What you need to know today.
Palo Alto Networks firewalls face a high-severity DoS flaw, while 389 Directory Server has an authentication bypass vulnerability.

A high-severity vulnerability in Palo Alto Networks firewalls could allow an unauthenticated attacker to cause a denial-of-service condition. The issue, CVE-2026-0288, affects PAN-OS and is rated with a medium risk score. Further details are scarce, but the advisory indicates it's a critical flaw requiring immediate attention.

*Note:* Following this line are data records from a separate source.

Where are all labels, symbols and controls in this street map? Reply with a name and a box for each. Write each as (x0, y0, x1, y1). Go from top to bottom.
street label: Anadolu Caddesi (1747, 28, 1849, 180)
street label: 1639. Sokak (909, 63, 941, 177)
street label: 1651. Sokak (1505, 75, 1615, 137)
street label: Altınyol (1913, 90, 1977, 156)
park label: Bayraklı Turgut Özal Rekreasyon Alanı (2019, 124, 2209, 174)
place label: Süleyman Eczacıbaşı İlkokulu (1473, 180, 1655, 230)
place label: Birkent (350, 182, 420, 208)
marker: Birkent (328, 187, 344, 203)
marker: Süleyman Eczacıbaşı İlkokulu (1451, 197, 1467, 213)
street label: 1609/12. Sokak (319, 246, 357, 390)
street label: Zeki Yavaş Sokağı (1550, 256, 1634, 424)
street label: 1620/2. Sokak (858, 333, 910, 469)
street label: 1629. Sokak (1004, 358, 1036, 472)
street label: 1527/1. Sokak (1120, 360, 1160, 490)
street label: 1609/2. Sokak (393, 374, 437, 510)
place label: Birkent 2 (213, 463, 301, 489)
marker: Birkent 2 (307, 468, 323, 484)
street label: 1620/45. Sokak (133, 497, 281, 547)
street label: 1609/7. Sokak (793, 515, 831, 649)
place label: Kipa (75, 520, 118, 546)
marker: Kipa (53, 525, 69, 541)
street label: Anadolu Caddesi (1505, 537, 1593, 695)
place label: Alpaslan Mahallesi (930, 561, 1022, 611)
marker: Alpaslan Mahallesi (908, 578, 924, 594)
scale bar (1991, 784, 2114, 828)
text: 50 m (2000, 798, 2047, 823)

All other Palo Alto Networks vulnerabilities disclosed today (CVE-2026-0278, CVE-2026-0286, CVE-2026-0284, CVE-2026-0283, CVE-2026-0277, CVE-2026-0287, CVE-2026-0285, CVE-2026-0282, CVE-2026-0280, CVE-2026-0281, CVE-2026-0279, CVE-2026-0276) are rated low risk and appear to be less severe, though they warrant review by administrators.
An integer overflow vulnerability in the PBKDF2-SHA256 password verification function of 389 Directory Server (389-ds-base) could allow an attacker to bypass authentication. This flaw, CVE-2026-15041, has a low risk score but could have significant implications for systems relying on this directory service for authentication. A non-constant-time comparison is the root cause, potentially enabling attackers to guess passwords more effectively.
A heap-based buffer overflow vulnerability in VMware's NAT networking components could allow remote authenticated attackers to execute arbitrary code. This older vulnerability, CVE-2005-4459, affects multiple versions of VMware Workstation, GSX Server, ACE, and Player. While dated, its presence in the daily digest suggests potential relevance for legacy systems or environments that have not yet been patched.